Table: GDP per capita (current US $, source: World Bank
Of course, much higher rates of growth have recently been achieved in developing economies such as China and India. But it cannot seriously be argued that an economy like the UK, which underwent an industrial revolution in the eighteenth century, can achieve rates of progress comparable to economies that are industrialising now. The whole course of economic history shows that mature economies have much slower rates of growth and that the increases achieved by the USA and the UK over the last few decades are close to optimum performance.
The maturity of the UK economy is also germane to arguments suggesting that it will be possible to revive industries that have suffered long term decline, such as manufacturing, agriculture and fisheries. After all, one consequence of the UK’s early start in manufacturing is that primary industries declined first and most rapidly here. Economic historians have been pointing out since the 1950s that in advanced economies the working population inevitably drifts from agriculture to manufacturing and then from manufacturing to services. In 1973, the American sociologist Daniel Bell greeted the arrival of the post-industrial society. He pointed out that the American economy was the first in the world in which more than 60% of the population were engaged in services, and that this trend was deepening in the USA and elsewhere. Brexit is scarcely likely to reverse these very long-term developments.
The British economy has also had considerable past experience of enforced devaluation (for example in 1931, 1949 and 1967). Research following the 1967 devaluation suggested that a falling pound gave only a temporary fillip to the trade balance, whilst delivering a permanent increase in inflation. Over the same period the West German economy performed extremely strongly, despite a constantly appreciating currency.

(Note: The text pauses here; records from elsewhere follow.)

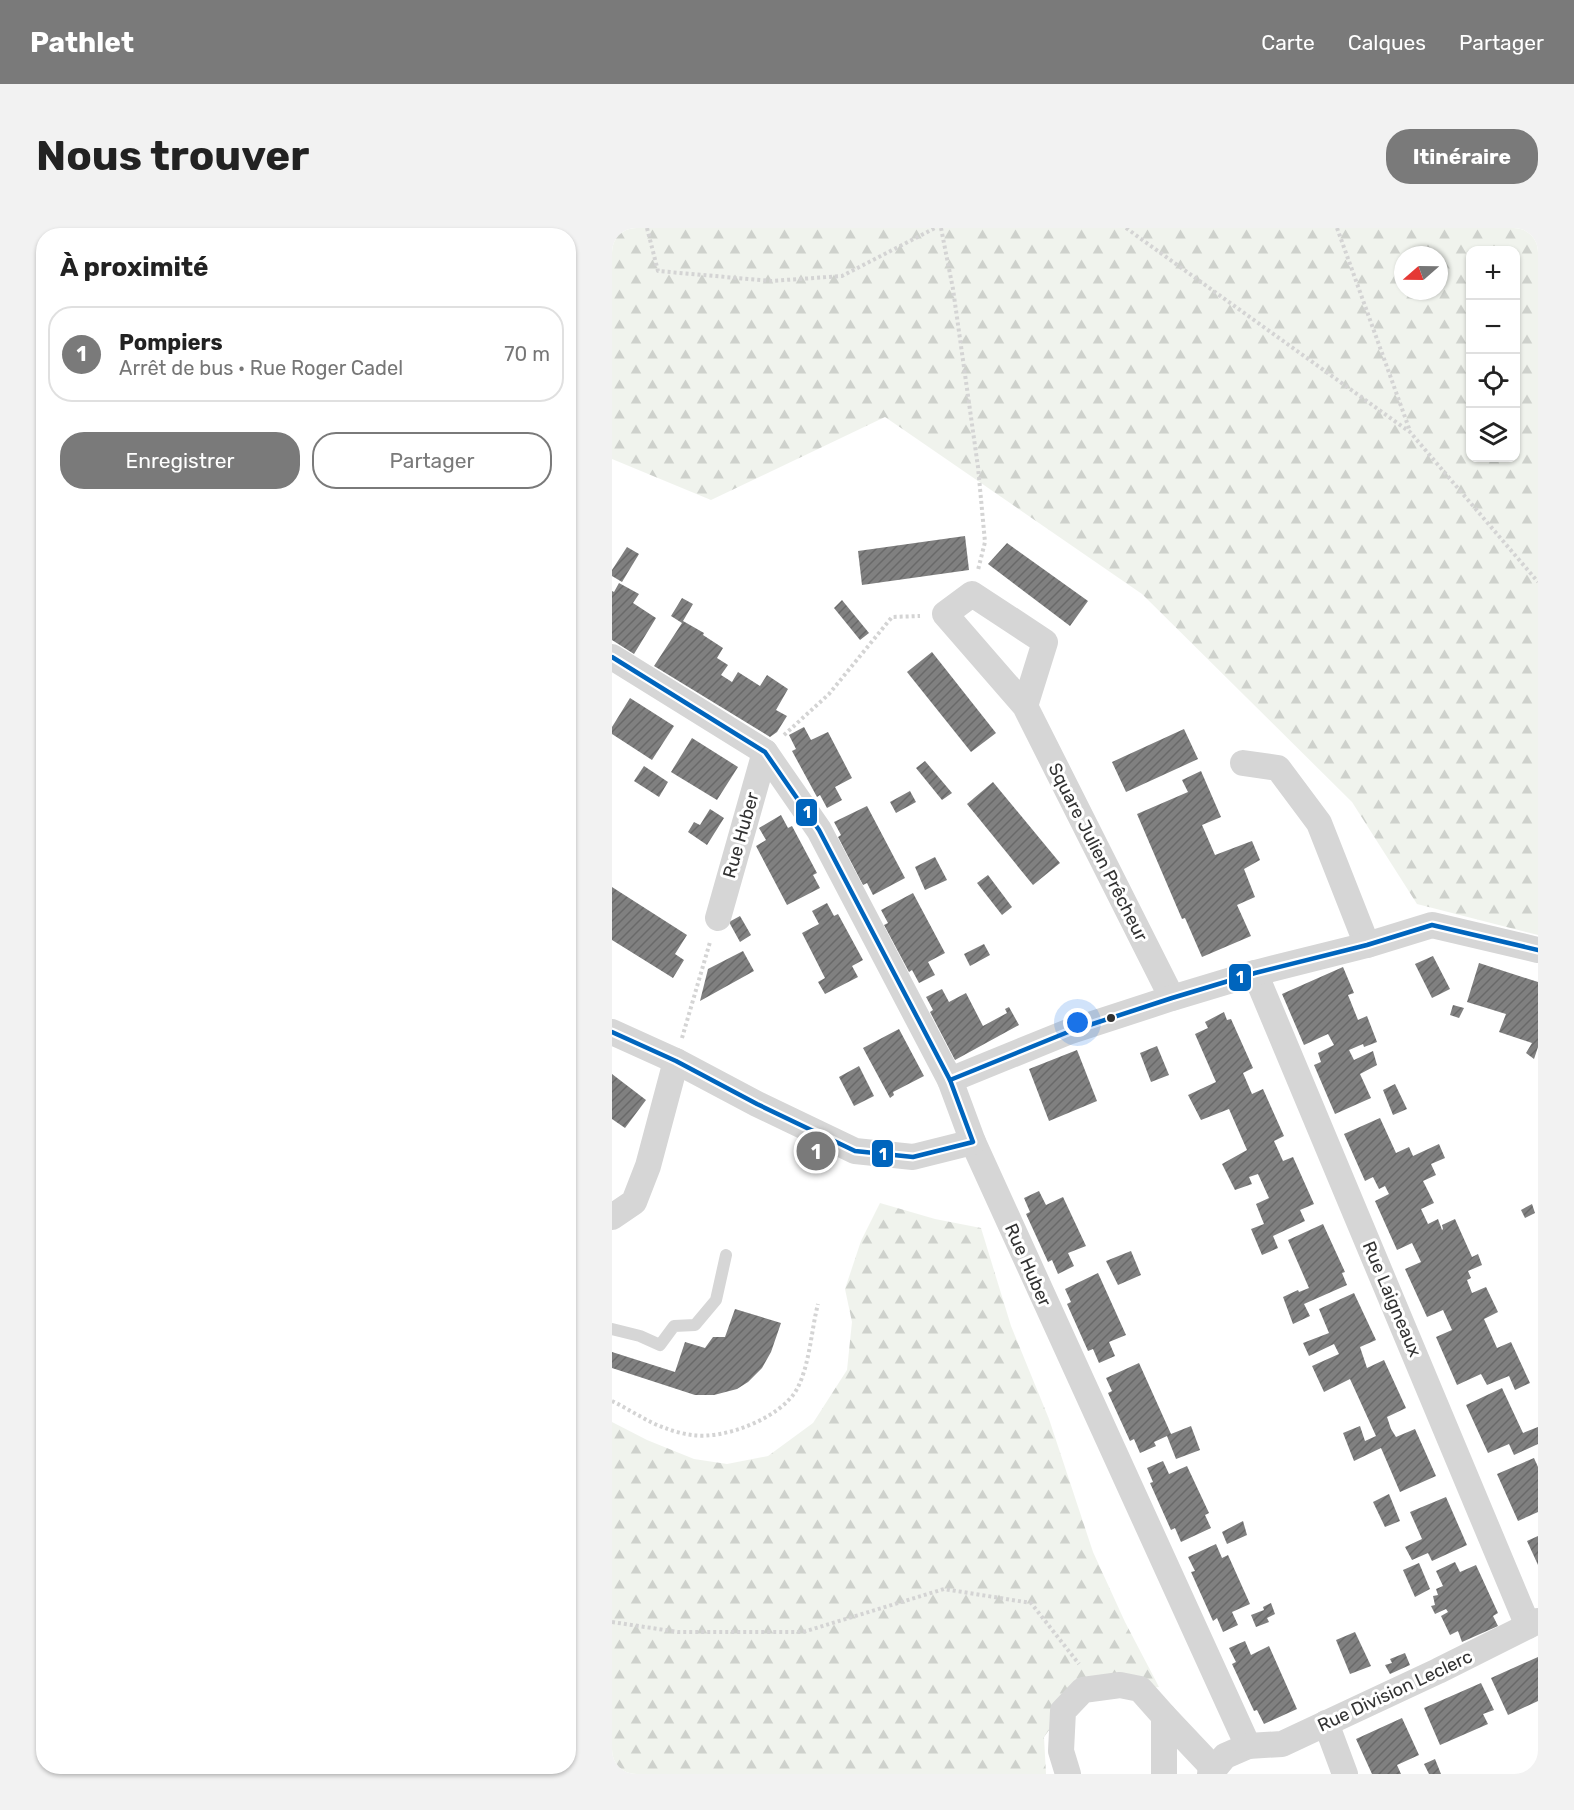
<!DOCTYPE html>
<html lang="fr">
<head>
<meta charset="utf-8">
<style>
  :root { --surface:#fff; --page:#f2f2f2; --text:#222; --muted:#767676; --line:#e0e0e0; --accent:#7a7a7a }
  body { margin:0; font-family:Rubik,sans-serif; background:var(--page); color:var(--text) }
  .controls { position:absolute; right:18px; top:18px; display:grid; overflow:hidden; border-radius:12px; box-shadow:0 2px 4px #0004 }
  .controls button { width:54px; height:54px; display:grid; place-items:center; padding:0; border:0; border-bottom:2px solid var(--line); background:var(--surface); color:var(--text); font:30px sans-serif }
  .compass { position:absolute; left:782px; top:18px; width:54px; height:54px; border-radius:50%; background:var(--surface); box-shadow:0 2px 4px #0004; rotate:250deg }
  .you { position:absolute; left:466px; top:795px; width:21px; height:21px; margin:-15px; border:4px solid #fff; border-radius:50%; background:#1a73e8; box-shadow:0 0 0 9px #1a73e833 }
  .badge { display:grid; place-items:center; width:39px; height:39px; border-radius:50%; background:var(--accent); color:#fff; font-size:20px; font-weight:700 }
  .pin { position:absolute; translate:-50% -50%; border:3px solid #fff; box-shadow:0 2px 6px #0006 }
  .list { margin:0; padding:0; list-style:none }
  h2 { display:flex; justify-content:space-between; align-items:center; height:78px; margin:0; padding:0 24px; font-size:26px }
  h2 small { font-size:20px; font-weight:400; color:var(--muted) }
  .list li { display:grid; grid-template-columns:39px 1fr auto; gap:18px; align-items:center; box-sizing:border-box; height:96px; margin:0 12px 12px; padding:0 12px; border:2px solid var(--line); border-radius:24px }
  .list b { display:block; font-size:22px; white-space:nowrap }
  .list p { margin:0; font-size:20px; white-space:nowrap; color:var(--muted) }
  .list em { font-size:20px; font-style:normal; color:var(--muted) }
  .actions { display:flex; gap:12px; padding:18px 24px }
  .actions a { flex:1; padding:14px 0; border:2px solid var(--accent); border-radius:24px; text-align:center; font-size:21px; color:var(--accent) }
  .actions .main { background:var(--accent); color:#fff }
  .icon { flex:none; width:33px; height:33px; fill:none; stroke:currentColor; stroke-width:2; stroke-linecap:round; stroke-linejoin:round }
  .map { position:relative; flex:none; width:926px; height:1546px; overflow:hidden; border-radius:24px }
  header { display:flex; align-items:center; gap:36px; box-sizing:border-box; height:84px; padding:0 30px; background:var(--accent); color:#fff }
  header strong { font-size:28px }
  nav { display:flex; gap:33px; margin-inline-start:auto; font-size:21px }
  .intro { display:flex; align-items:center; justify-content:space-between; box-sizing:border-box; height:144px; padding:0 36px }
  h1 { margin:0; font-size:42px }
  .button { padding:15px 27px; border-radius:24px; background:var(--accent); color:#fff; font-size:21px; font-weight:700 }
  main { display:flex; gap:36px; padding:0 36px }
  aside { flex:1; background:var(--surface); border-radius:24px; box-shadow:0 2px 4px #0004 }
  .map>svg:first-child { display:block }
  .forest { fill:url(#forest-firs); fill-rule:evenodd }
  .building { fill:url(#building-hatch) }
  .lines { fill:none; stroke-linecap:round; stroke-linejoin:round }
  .path { stroke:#d4d4d4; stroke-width:4; stroke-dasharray:3 3; stroke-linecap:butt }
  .service { stroke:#d6d6d6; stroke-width:12 }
  .minor { stroke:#d6d6d6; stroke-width:26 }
  .bus-1-casing { stroke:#fff; stroke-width:9 }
  .bus-1 { stroke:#0065bd; stroke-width:4.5 }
  .bus-dot { fill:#323232; stroke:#fff; stroke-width:2 }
  .labels { text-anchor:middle; stroke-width:6; stroke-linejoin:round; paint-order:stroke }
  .street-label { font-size:18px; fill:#323232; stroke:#fff }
  .line-badge { stroke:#fff; stroke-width:2 }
  .badge-label { font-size:16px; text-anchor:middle; font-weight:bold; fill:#fff }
</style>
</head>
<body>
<header>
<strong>Pathlet</strong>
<nav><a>Carte</a><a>Calques</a><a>Partager</a></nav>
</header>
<div class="intro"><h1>Nous trouver</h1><a class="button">Itinéraire</a></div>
<main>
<aside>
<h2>À proximité<small></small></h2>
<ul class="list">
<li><span class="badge">1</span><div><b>Pompiers</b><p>Arrêt de bus · Rue Roger Cadel</p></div><em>70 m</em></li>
</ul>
<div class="actions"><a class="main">Enregistrer</a><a>Partager</a></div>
</aside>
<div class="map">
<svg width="926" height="1546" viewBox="0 0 926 1546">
  <defs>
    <pattern id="forest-firs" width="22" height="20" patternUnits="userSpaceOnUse" patternTransform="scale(1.5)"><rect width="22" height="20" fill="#f0f3ed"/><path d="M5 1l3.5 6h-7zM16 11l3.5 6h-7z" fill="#ced1cc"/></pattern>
    <pattern id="building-hatch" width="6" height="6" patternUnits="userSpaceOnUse" patternTransform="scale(1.5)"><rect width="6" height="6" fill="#808080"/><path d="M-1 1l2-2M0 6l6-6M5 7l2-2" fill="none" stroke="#696969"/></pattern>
  </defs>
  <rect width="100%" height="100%" fill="#fff"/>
  <!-- forest -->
  <g class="forest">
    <path d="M 0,0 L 926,0 L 926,707 L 805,676 L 740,574 L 530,366 L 273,189 L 99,272 L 0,231 ZM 858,22 L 903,22 L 903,230 L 858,230 ZM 791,27 L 827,27 L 827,63 L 791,63 Z"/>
    <polygon points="268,975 323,991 369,1000 399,1098 437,1191 481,1324 513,1394 547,1459 464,1465 432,1509 434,1546 0,1546 0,1194 35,1212 82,1231 115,1236 156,1228 201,1195 235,1142 240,1094 233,1061 249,1013"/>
  </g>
  <!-- building -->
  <g class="building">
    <polygon points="353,308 357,342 250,357 246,323"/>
    <polygon points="395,315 476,373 458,398 376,336"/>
    <polygon points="15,319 27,326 10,354 0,348 0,342"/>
    <polygon points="7,355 27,366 21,375 44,390 22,426 0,412 0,363 2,364"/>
    <polygon points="70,370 81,376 71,393 92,405 91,407 111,420 105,430 116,437 109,447 120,454 126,444 148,458 155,447 176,461 164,482 175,488 165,504 158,509 42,438 70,395 59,388"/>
    <polygon points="230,372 257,405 248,412 222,380"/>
    <polygon points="320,424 384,505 359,524 295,444"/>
    <polygon points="18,470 62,498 40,532 0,506 0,499"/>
    <polygon points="192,499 199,512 216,504 240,550 223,559 230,572 215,580 208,567 205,569 180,523 184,521 177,507"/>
    <polygon points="572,501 586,531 514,564 500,534"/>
    <polygon points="80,510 126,539 105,572 59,544"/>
    <polygon points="313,533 340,565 330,572 304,540"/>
    <polygon points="32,538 56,554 47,569 22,553"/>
    <polygon points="589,543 609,589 590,597 603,627 640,613 648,632 632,641 643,669 625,677 639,708 590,729 573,690 570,691 525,586 576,564 570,552"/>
    <polygon points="381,554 448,635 421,657 355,576"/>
    <polygon points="298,563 304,574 284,585 278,574"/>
    <polygon points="255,578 293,650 261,667 255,655 251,657 226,609 229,607 222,594"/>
    <polygon points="98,581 112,590 95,617 76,604 82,594 88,597"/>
    <polygon points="169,587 176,600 180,598 205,645 201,647 208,660 175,677 144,618 154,612 147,600"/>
    <polygon points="323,629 335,652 313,662 303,639"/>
    <polygon points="376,647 400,679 390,687 365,655"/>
    <polygon points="0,659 75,707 63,726 72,732 61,750 0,712"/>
    <polygon points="301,665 333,725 316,734 323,747 307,755 300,742 297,744 272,697 276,695 269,682"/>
    <polygon points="215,675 222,688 226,686 251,732 240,738 246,749 213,766 206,754 213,750 190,705 207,696 200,683"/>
    <polygon points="128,688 139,707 128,714 117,694"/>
    <polygon points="372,716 378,727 358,738 352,726"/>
    <polygon points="131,723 142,743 88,773 96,741"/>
    <polygon points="821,728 838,761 820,770 803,736"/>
    <polygon points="867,735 926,754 926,819 922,831 914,825 920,815 887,804 894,786 855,774"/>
    <polygon points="731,739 742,765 736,767 746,792 755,788 765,814 752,819 751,816 737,822 742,832 761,823 765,837 748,846 759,870 723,886 702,837 709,834 706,825 722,817 716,806 692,817 670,766"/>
    <polygon points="330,761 337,774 354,765 371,798 395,785 393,781 397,779 407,797 343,832 318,784 321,782 314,769"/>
    <polygon points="841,777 852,780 847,790 838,787"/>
    <polygon points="612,784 615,792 619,791 641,840 631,845 640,866 651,861 672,908 662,913 671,933 681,929 702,976 688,982 693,993 661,1008 666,1020 650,1027 639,1001 652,996 644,976 657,970 646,946 637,949 640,956 623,962 610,936 635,922 617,881 589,892 576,867 604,854 583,806 596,800 593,794"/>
    <polygon points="287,801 312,848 281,864 282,867 278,870 251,820"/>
    <polygon points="545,818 557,847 539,854 528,825"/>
    <polygon points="465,822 485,873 437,893 417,841"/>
    <polygon points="247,838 262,868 242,878 227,849"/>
    <polygon points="0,846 34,872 13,900 0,891"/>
    <polygon points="783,856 795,881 781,887 771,862"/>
    <polygon points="768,890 784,925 797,919 801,928 827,916 833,930 819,936 824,947 811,953 822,975 809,981 816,996 826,991 830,1002 831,1001 830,997 843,991 860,1029 866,1026 870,1037 856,1043 859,1050 855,1052 860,1065 874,1059 886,1084 872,1091 885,1120 899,1114 918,1155 903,1162 897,1148 875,1157 869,1146 845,1157 824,1109 840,1102 831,1082 815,1089 793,1041 809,1034 800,1015 785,1022 763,973 777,966 773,958 767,961 761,949 753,953 732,906"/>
    <polygon points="427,963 434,977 451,969 474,1018 456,1025 462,1038 446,1046 440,1032 436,1034 414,986 418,984 412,970"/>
    <polygon points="920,976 923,985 913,990 909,982"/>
    <polygon points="711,996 733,1044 730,1045 735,1057 692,1076 698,1088 681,1096 671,1069 686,1062 687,1064 697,1060 676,1012"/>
    <polygon points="519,1023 529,1047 506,1057 494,1033"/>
    <polygon points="486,1045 514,1107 497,1114 503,1128 487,1135 481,1121 476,1123 455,1076 459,1074 453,1061"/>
    <polygon points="742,1065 764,1112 748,1119 755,1140 772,1132 794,1180 775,1189 779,1201 784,1209 803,1201 824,1248 788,1264 769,1220 742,1233 731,1205 748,1198 753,1213 764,1208 738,1151 712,1164 700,1138 727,1126 722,1116 697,1128 691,1115 717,1105 707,1081"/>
    <polygon points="123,1081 169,1095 159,1124 150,1140 136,1154 125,1161 102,1167 83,1167 0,1140 0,1124 63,1144 73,1114 93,1120 101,1109 113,1109"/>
    <polygon points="527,1135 559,1206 579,1198 588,1222 564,1231 555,1208 542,1214 544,1218 528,1225 522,1211 518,1213 496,1165 500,1163 494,1150"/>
    <polygon points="890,1160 911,1205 926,1199 926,1216 902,1227 897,1216 876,1225 854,1177"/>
    <polygon points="922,1230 926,1239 926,1284 906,1293 885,1246"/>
    <polygon points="551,1233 557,1246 575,1238 597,1285 593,1287 599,1300 569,1314 563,1300 559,1302 538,1255 541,1254 535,1240"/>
    <polygon points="777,1266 788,1293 773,1299 761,1274"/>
    <polygon points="834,1269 855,1317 820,1333 816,1325 800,1332 793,1319 810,1311 798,1284"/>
    <polygon points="631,1293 635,1307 615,1316 610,1304"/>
    <polygon points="926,1308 926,1337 915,1313"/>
    <polygon points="604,1316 610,1330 616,1327 638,1376 620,1384 626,1397 611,1404 605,1390 601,1393 579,1344 583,1343 576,1329"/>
    <polygon points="843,1334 848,1344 864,1337 886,1385 881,1388 886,1398 850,1414 846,1403 838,1407 829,1388 836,1384 834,1381 823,1386 819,1378 823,1377 821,1368 826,1367 824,1361 831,1358 824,1343"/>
    <polygon points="807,1335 818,1361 803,1369 791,1342"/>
    <polygon points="659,1375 663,1386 655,1390 657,1394 644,1399 639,1387 652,1382 651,1379"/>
    <polygon points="743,1404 759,1438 738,1446 724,1412"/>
    <polygon points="633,1413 639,1427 657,1418 685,1481 652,1496 645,1482 642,1483 620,1436 624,1434 617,1420"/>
    <polygon points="793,1425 798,1437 778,1446 773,1437 780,1435 778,1431"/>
    <polygon points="926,1429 926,1473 896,1487 879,1450"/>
    <polygon points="869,1455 882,1482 871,1486 876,1496 828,1517 812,1480"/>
    <polygon points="790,1490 807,1527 785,1537 789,1546 760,1546 744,1511"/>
    <polygon points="823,1531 829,1546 817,1546 812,1536"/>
  </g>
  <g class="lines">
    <!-- path -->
    <g class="path">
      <polyline points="35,0 46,43 159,53 230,48 323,0"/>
      <polyline points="329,0 341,61 366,239 373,314 366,342"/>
      <polyline points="514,0 798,204 926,354"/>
      <polyline points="725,0 798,203"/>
      <polyline points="172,507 217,466 280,389 308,388"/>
      <polyline points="70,810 98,714"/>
      <path d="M 0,1173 C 17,1181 35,1194 53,1200 C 61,1203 71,1206 80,1207 C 112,1212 169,1190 185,1161 C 198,1136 199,1103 206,1076"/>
      <polyline points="0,1394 66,1404 191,1404 332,1361 419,1375 467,1436"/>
    </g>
    <!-- service -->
    <polyline class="service" points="0,1101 28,1108 48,1117 62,1098 83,1097 104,1072 114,1027"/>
    <!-- minor -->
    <g class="minor">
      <polyline points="0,429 153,524 207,602 338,852 361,914 636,1518 613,1528 598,1546"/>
      <polyline points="413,478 433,414 360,366 333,386 413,478 560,770"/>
      <polyline points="631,535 666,540 707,595 755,717"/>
      <polyline points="106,690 153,524"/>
      <polyline points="643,745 916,1398"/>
      <polyline points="0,804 64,833 145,876 243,923 301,929 361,914"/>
      <polyline points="338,852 456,804 560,770 643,745 755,717 820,697 926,722"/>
      <polyline points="0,989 22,974 36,938 64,833"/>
      <polyline points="552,1488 602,1541"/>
      <polyline points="714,1495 733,1546"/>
      <polyline points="636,1518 670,1516 826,1443 926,1393"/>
      <polyline points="456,1546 449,1523 451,1483 471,1462 508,1457 528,1461 552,1488 552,1546"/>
    </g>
    <!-- bus-1 casing -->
    <g class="bus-1-casing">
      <g id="bus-1">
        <polyline points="0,429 153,524 207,602 338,852 361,914 301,929 243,923 145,876 64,833 0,804"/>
        <polyline points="338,852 456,804 560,770 643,745 755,717 820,697 926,722"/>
      </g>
    </g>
    <!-- bus-1 -->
    <use href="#bus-1" class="bus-1"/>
  </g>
  <!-- markers -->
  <circle class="bus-dot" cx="499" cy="790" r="5"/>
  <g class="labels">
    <!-- street labels -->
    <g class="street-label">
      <text transform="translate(129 607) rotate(-74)" y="6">Rue Huber</text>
      <text transform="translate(486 624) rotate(63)" y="6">Square Julien Prêcheur</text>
      <text transform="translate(416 1037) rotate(66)" y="6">Rue Huber</text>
      <text transform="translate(780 1071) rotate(67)" y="6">Rue Laigneaux</text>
      <text transform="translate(783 1463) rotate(-25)" y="6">Rue Division Leclerc</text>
    </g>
  </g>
  <g class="line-badge">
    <rect x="183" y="570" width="23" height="29" rx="6" fill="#0065bd"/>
    <rect x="616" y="735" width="24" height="29" rx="6" fill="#0065bd"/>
    <rect x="259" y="911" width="23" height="29" rx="6" fill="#0065bd"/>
  </g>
  <g class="badge-label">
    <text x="195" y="590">1</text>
    <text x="628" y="755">1</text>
    <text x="271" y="932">1</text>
  </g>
</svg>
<div class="controls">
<button>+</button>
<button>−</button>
<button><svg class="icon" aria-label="locate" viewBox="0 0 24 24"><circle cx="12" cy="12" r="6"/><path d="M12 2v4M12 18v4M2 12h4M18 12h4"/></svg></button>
<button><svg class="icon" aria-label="layers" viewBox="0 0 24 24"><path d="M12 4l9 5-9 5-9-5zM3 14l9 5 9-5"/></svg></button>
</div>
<svg class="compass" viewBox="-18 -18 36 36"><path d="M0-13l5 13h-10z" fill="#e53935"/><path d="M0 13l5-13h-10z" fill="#767676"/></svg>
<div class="you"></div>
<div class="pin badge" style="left:204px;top:923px">1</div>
</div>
</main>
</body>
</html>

Finally, one may question whether the UK can achieve an economic miracle whilst, at the same time, pursuing a very restrictive approach to immigration. Successful economies tend to be extremely open to outsiders, who are both a cause and a consequence of growth. After all, in the pre-1914 golden age to which Keynes referred, there were no controls at all, and the British businessman ‘could secure forthwith, if he wished it, cheap and comfortable means of transit to any country or climate without passport or other formality…and could then proceed abroad to foreign quarters…and would consider himself greatly aggrieved and much surprised at the least interference’. Our putative partners in trade deals are not likely to be offering such access and, if they do, they will want substantial concessions in return.
Of course, past performance is no guarantee of future prosperity. Historic failure does not preclude future success. And sections of British public opinion have, it appears, ‘had enough of experts’. Even so, economic historians can hold up to scrutiny some of the more extravagant claims of the Brexiteers.